### Supplied records

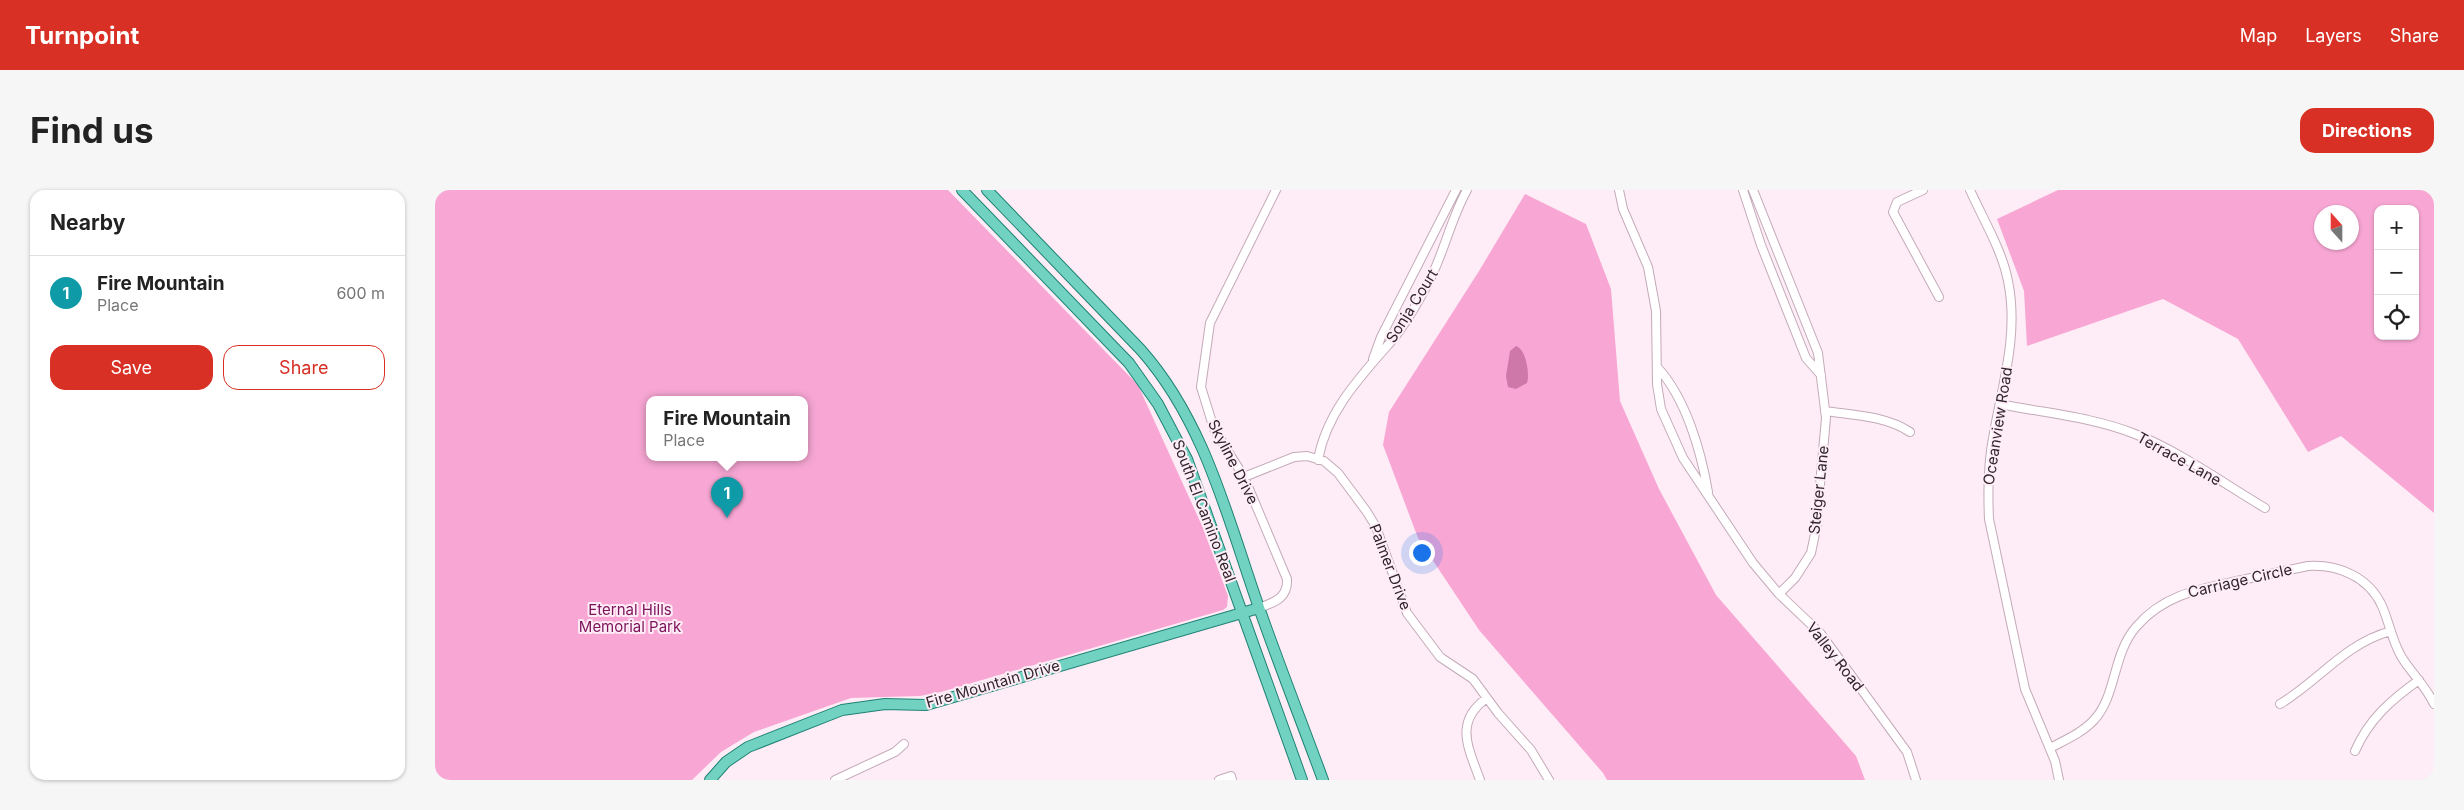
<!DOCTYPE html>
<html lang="en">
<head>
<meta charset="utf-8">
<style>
  :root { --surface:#fff; --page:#f6f6f6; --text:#222; --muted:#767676; --line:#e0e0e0; --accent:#d93025 }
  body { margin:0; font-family:Inter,sans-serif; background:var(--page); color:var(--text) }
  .controls { position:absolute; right:15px; top:15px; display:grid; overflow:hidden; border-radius:10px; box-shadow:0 1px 4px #0004 }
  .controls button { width:45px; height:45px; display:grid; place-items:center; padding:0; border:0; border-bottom:1px solid var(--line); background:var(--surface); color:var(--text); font:25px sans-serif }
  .compass { position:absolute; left:1879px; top:15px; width:45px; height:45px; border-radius:50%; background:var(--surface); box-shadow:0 1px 4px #0004; rotate:339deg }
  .you { position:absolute; left:986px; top:362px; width:18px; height:18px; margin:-12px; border:4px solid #fff; border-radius:50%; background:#1a73e8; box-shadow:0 0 0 8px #1a73e833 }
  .badge { display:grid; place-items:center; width:32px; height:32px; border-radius:50%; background:var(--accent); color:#fff; font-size:16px; font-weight:700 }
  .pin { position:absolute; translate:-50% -41px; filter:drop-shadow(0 1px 2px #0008) }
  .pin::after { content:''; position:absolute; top:26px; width:18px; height:15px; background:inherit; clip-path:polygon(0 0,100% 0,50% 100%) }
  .popup { position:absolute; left:211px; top:206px; width:162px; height:65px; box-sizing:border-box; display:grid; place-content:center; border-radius:10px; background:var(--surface); filter:drop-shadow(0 1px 4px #0005); font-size:16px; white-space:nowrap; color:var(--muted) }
  .popup b { font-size:19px; color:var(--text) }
  .popup::after { content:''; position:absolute; left:50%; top:100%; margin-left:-10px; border:10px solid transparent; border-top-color:var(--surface) }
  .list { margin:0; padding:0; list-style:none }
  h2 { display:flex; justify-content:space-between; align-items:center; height:65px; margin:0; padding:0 20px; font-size:21px }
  h2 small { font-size:16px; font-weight:400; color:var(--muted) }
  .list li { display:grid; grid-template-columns:32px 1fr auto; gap:15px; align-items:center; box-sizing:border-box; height:75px; padding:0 20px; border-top:1px solid var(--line) }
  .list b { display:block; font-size:19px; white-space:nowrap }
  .list p { margin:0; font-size:16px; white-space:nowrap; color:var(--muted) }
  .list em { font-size:16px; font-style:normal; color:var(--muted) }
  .actions { display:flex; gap:10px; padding:15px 20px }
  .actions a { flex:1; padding:11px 0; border:1px solid var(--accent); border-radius:15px; text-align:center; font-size:18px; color:var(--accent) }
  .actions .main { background:var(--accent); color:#fff }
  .icon { flex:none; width:28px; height:28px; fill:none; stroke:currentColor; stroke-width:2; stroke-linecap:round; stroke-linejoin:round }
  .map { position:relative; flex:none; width:1999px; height:590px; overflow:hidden; border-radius:15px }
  header { display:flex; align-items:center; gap:30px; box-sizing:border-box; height:70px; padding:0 25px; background:var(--accent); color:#fff }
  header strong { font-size:24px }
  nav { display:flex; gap:28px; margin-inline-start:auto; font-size:18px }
  .intro { display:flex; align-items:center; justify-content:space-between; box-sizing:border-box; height:120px; padding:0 30px }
  h1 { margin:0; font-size:35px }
  .button { padding:12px 22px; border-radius:15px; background:var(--accent); color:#fff; font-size:18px; font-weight:700 }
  main { display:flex; gap:30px; padding:0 30px }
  aside { flex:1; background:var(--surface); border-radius:15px; box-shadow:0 1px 4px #0004 }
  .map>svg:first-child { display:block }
</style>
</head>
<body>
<header>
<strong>Turnpoint</strong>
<nav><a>Map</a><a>Layers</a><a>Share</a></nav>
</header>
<div class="intro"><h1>Find us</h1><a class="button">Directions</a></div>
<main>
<aside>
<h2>Nearby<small></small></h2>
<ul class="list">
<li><span class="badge" style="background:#0f9aa8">1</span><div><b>Fire Mountain</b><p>Place</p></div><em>600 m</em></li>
</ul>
<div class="actions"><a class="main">Save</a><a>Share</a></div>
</aside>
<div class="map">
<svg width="1999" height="590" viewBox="0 0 1999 590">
  <rect width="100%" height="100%" fill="#feedf6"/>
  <path fill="#f8a7d4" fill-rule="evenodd" d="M 0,0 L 513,0 L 703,195 L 768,338 L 793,406 L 792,417 L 788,420 L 506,502 L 485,506 L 416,508 L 319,542 L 286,562 L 257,590 L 0,590 ZM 214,209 L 370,209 L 370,267 L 214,267 Z
    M 1623,0 L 1999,0 L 1999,323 L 1906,246 L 1873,262 L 1803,149 L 1728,109 L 1592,156 L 1589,101 L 1562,29 ZM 1943,19 L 1980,19 L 1980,146 L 1943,146 ZM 1886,22 L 1916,22 L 1916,52 L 1886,52 Z
    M 1090,4 L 1151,34 L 1176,99 L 1185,211 L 1224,299 L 1281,405 L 1421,566 L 1430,590 L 1172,590 L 1168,583 L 1044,440 L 983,348 L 948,255 L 954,222 L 1044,81 Z"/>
  <path fill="#ce77a9" d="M 1081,156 C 1091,159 1095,184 1092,193 L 1081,199 L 1073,197 L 1071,186 L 1075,161 Z"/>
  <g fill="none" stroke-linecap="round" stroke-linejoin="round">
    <g stroke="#c4aab8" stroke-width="10">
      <path id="minor" d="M 1184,0 L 1188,19 L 1213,77 L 1221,121 L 1222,194 L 1226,219 L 1248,268 L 1318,373 L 1344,404 L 1386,444 L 1472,562 L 1481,590
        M 1308,0 L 1326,55 L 1371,168 L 1386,185
        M 1318,0 L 1383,163 L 1391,228 L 1381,339 L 1376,363 L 1360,388 L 1344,404
        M 1488,0 L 1462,12 L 1458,22 L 1504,107
        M 1535,0 C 1548,29 1567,60 1573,91 C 1585,149 1564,204 1556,261 C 1553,284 1553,307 1554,329 L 1590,499 L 1620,571 L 1624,590
        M 938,169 L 946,147 L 1021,0
        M 1223,178 C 1251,209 1266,261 1273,302
        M 1565,214 C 1609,223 1658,227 1700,244 C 1744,261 1788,293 1830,318
        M 1390,221 C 1418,225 1451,226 1475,242
        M 883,270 C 891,224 923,189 953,155 C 967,140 979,119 989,101 C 1008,69 1014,32 1032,0
        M 809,287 L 859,267 L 872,266 L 889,271 L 903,283 L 932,322 L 941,337 L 972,423 L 1005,467 L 1038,489 L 1063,523 L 1096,560 L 1114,590
        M 824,418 C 840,412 853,408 852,389 L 809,287 L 779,239 L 766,197 L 775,133 L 841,0
        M 1845,514 C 1885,490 1909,454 1956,441
        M 1615,558 C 1630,550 1647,543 1659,530 C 1682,505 1677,465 1701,437 C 1728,405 1764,399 1802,391 C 1826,386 1849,381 1873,376 C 1903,374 1934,387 1947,416 C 1954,432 1957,450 1966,466 C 1976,483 1991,496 1999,514
        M 1920,561 C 1934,529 1956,510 1984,490
        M 400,590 L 460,562 L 469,554
        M 784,590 L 796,586 L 797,590
        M 1045,590 C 1034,559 1018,532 1052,508"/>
    </g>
    <g stroke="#1d8273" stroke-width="12">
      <path id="major" d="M 527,0 L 694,173 L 723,214 L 752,269 L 867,590
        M 552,0 L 706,160 C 768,230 791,322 821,409 C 842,470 866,530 888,590
        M 275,590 L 291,572 L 313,557 L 407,520 L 450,514 L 491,515 L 824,418"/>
    </g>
    <use href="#minor" stroke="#fff" stroke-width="8"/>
    <use href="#major" stroke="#72d2c2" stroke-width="10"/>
  </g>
  <g text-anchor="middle" stroke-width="4" stroke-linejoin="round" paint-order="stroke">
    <g font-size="15" fill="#2f252b" stroke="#feedf6">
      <text transform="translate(977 116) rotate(-58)" y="5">Sonja Court</text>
      <text transform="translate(1563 236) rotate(-81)" y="5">Oceanview Road</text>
      <text transform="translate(1744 269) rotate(29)" y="5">Terrace Lane</text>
      <text transform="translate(798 272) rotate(63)" y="5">Skyline Drive</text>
      <text transform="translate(1384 300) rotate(-84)" y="5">Steiger Lane</text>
      <text transform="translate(769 321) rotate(69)" y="5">South El Camino Real</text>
      <text transform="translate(955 377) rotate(69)" y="5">Palmer Drive</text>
      <text transform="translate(1805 391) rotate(-13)" y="5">Carriage Circle</text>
      <text transform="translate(1400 467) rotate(52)" y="5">Valley Road</text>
      <text transform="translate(558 494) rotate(-16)" y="5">Fire Mountain Drive</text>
    </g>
    <g font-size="15" fill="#7c125a" stroke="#feedf6">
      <text x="195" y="425">Eternal Hills<tspan x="195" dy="17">Memorial Park</tspan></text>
    </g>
  </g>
</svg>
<div class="controls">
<button>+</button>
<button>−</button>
<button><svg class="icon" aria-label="locate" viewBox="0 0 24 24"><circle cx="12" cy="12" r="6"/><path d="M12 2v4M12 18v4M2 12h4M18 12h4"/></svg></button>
</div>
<svg class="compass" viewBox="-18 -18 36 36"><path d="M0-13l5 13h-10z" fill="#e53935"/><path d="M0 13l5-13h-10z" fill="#767676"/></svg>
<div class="you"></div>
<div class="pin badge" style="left:292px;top:328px;background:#0f9aa8">1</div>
<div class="popup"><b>Fire Mountain</b>Place</div>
</div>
</main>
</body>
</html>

### What you need to do
Set down again, exactly, the lines of the material above from its first line to the one with "content:''; position:absolute; top:26px;", inclusive. Leave the pictures out.

### Response to the exercise
<!DOCTYPE html>
<html lang="en">
<head>
<meta charset="utf-8">
<style>
  :root { --surface:#fff; --page:#f6f6f6; --text:#222; --muted:#767676; --line:#e0e0e0; --accent:#d93025 }
  body { margin:0; font-family:Inter,sans-serif; background:var(--page); color:var(--text) }
  .controls { position:absolute; right:15px; top:15px; display:grid; overflow:hidden; border-radius:10px; box-shadow:0 1px 4px #0004 }
  .controls button { width:45px; height:45px; display:grid; place-items:center; padding:0; border:0; border-bottom:1px solid var(--line); background:var(--surface); color:var(--text); font:25px sans-serif }
  .compass { position:absolute; left:1879px; top:15px; width:45px; height:45px; border-radius:50%; background:var(--surface); box-shadow:0 1px 4px #0004; rotate:339deg }
  .you { position:absolute; left:986px; top:362px; width:18px; height:18px; margin:-12px; border:4px solid #fff; border-radius:50%; background:#1a73e8; box-shadow:0 0 0 8px #1a73e833 }
  .badge { display:grid; place-items:center; width:32px; height:32px; border-radius:50%; background:var(--accent); color:#fff; font-size:16px; font-weight:700 }
  .pin { position:absolute; translate:-50% -41px; filter:drop-shadow(0 1px 2px #0008) }
  .pin::after { content:''; position:absolute; top:26px; width:18px; height:15px; background:inherit; clip-path:polygon(0 0,100% 0,50% 100%) }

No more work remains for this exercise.